Converting Documents Produced by Sweave and knitr

Converting from LaTeX to html

The recommended format for statistical reports to send to collaborators is pdf produced by pdflatex. Sometimes it is necessary to give collaborators a version of a report that can be edited outside of LaTeX, or to post a report on a web site. Experiments with latex2rtf and hevea have shown that these are not adequate for reports that incorporate advanced features such as latex(describe()) output. One of the most reliable approaches is to use TtH to convert from LaTeX to html (but see TeX4ht below which is probably better). BUT if you need to convert tables that unlike latex(describe(...)) do not contain pictures, hevea is the fastest and usually the best approach. This is an option in the Hmisc package html function.

Collaborator Communication Strategy

The gold standard graphics file format at present is pdf, and you can send all the individual pdf graphics files to collaborators or send the single large pdf report file. For reproducible research, collaborators should not edit graphics files; statisticians should attempt to make graphics publication-ready if they are to be used in a manuscript or grant proposal. Tables usually present the bigger challenge, because collaborators often need to extract tables into a Word document and sometimes need to reformat the tables. This is not what reproducible research is about. Statisticians need to produce tables in nearly final format so that if any data or computational methods are changed the table can be re-exported and re-inserted into a collaborator's document with very little manual intervention.

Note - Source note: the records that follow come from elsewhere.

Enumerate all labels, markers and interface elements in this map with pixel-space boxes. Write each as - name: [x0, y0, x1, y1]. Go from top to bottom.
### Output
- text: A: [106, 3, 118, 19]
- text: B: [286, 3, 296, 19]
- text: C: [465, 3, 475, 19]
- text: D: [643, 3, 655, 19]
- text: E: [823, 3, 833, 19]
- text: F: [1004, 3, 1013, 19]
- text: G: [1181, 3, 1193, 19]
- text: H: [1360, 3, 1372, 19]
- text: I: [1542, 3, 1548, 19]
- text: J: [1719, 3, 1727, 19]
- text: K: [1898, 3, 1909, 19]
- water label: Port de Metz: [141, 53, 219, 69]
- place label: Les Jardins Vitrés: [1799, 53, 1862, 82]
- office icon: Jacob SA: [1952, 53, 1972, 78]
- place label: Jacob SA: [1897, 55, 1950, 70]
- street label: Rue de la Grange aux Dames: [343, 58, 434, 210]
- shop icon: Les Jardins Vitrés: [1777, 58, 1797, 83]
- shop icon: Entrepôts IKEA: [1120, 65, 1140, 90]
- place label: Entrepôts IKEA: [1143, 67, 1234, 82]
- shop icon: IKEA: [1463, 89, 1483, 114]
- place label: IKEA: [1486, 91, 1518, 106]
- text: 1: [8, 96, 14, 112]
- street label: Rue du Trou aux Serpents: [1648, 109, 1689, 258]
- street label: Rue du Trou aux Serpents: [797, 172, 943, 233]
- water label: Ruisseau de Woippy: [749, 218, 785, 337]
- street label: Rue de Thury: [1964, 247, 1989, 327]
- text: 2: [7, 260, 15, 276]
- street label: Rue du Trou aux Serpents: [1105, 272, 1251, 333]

LaTeX is the gold standard for producing advanced tables. No other approach can handle the nuances that LaTeX can handle, and we have an abundance of R functions for producing LaTeX tables. (As an aside, pandoc is an excellent way to convert simple tables, but table formats are constrained to the very simple patterns supported by the markdown language.) Converting tables from LaTeX to html is the best approach for working with non- LaTeX users. There are two global choices:
  1. After running knitr or Sweave, convert the whole report's .tex file to html and send this to the collaborator along with all graphics files and the html css stylesheet produced by the conversion software. Although rendering in html is good overall, often the R code and some of the pdf graphics do not come out right, which will cause confusion.
  2. For tables produced by R code that you think will need to be extracted by the collaborator, have those tables both appear inside the knitr or Sweave report and be produced a second time onto a .tex file that is external to the main report file. Here is an example:

<<summary, results='asis'>>=
require(Hmisc)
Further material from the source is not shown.